**Your goal**. Please find all lines containing "Allende" in the listing below and copy them.

**Excerpted data**.
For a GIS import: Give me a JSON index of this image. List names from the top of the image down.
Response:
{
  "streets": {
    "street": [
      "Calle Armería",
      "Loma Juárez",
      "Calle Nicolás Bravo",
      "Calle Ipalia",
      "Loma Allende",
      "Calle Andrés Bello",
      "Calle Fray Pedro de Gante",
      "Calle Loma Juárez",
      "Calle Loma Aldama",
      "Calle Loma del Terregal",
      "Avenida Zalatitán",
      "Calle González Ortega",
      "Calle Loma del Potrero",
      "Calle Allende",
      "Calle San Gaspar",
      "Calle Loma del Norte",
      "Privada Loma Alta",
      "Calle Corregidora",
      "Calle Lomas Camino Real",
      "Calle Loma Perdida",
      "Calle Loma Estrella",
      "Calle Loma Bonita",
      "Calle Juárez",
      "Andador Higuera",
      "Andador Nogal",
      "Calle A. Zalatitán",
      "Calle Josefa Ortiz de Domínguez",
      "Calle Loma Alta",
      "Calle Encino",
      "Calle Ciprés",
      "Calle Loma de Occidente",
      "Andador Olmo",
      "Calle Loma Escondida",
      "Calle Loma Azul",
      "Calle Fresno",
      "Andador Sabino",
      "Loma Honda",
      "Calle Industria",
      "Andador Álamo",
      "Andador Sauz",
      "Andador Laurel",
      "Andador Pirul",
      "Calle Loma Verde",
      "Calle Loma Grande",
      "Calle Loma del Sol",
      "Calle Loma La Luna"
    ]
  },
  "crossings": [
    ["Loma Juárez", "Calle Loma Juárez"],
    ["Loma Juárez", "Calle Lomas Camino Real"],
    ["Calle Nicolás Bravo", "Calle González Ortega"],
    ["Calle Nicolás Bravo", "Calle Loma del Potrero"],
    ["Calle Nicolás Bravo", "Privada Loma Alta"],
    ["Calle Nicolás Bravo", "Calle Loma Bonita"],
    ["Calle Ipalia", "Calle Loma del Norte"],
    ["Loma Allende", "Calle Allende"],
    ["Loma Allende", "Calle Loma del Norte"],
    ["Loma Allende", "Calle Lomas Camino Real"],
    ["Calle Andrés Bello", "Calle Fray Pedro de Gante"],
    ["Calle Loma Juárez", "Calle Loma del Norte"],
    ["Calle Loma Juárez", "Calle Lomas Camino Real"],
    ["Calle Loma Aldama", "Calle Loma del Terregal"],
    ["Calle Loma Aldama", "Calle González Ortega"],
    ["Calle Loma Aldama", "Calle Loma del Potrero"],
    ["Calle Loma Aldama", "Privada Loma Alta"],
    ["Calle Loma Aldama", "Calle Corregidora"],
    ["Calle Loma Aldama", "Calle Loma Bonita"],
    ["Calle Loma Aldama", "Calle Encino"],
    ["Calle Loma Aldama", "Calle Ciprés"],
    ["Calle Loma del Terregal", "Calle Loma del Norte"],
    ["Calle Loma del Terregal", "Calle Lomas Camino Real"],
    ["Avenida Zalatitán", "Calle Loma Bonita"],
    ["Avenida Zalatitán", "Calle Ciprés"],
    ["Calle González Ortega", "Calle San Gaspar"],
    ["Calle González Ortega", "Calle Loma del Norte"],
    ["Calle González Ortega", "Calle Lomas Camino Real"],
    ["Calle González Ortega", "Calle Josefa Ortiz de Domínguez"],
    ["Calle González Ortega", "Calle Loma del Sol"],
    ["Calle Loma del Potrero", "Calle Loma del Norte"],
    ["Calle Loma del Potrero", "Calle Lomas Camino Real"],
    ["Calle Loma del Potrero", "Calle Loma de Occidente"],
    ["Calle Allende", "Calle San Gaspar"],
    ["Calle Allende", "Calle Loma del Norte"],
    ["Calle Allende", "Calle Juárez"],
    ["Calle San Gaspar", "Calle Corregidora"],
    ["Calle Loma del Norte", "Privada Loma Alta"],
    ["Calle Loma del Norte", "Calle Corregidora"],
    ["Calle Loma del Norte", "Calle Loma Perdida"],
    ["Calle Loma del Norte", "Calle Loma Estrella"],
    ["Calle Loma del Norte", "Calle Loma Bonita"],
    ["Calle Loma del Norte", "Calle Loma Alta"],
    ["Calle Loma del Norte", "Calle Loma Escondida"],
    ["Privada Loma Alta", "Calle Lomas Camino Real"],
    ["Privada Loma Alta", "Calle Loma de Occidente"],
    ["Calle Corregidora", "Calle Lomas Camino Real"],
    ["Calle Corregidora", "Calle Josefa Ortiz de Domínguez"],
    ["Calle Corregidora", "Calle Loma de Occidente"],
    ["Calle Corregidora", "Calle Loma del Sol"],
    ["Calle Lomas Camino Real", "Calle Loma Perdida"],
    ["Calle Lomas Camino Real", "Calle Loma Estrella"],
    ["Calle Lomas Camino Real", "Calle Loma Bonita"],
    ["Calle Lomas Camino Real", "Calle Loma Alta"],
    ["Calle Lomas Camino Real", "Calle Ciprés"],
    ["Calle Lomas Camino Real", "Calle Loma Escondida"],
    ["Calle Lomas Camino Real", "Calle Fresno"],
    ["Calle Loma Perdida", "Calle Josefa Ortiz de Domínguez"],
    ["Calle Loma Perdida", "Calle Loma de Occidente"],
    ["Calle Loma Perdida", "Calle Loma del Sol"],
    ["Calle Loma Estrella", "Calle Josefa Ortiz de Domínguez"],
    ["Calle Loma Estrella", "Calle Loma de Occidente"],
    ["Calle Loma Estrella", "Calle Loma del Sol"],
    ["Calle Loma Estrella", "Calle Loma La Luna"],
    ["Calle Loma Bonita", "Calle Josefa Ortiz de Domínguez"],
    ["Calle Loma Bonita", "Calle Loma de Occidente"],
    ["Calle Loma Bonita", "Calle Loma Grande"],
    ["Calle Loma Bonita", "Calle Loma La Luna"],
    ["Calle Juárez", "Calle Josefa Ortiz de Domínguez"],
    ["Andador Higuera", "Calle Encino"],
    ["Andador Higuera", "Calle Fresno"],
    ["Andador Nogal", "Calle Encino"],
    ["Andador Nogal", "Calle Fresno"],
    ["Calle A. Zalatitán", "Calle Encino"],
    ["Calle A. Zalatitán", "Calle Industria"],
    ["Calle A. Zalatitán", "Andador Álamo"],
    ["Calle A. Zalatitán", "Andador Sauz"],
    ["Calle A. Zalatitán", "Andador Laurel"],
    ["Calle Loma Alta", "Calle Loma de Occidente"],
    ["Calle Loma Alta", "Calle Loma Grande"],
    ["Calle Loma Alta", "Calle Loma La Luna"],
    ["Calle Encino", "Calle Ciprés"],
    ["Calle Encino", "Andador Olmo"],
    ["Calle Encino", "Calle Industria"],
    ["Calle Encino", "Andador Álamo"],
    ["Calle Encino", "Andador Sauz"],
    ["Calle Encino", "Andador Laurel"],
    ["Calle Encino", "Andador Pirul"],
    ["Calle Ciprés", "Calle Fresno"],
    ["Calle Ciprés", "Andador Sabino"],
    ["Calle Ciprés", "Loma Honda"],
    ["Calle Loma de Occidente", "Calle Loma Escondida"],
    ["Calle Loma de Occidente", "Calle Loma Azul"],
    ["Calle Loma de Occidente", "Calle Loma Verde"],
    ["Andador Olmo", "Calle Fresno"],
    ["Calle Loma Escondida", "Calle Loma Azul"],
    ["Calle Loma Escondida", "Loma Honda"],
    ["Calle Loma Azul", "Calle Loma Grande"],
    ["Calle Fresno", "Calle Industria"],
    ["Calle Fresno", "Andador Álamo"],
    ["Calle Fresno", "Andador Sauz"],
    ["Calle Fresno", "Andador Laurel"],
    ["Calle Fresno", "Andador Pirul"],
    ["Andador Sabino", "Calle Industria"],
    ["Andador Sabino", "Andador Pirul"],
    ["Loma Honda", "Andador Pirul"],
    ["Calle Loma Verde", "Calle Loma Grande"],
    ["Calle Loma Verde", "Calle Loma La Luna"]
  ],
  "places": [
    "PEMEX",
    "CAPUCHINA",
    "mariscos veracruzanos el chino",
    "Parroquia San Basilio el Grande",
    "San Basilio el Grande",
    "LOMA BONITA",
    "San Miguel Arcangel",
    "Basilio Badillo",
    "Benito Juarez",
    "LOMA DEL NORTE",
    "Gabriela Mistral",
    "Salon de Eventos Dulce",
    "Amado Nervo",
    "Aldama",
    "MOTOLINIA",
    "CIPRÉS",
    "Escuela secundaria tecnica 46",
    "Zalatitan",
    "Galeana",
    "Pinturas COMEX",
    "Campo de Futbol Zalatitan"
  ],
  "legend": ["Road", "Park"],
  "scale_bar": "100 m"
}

**Solution for this task**.
      "Loma Allende",
      "Calle Allende",
    ["Loma Allende", "Calle Allende"],
    ["Loma Allende", "Calle Loma del Norte"],
    ["Loma Allende", "Calle Lomas Camino Real"],
    ["Calle Allende", "Calle San Gaspar"],
    ["Calle Allende", "Calle Loma del Norte"],
    ["Calle Allende", "Calle Juárez"],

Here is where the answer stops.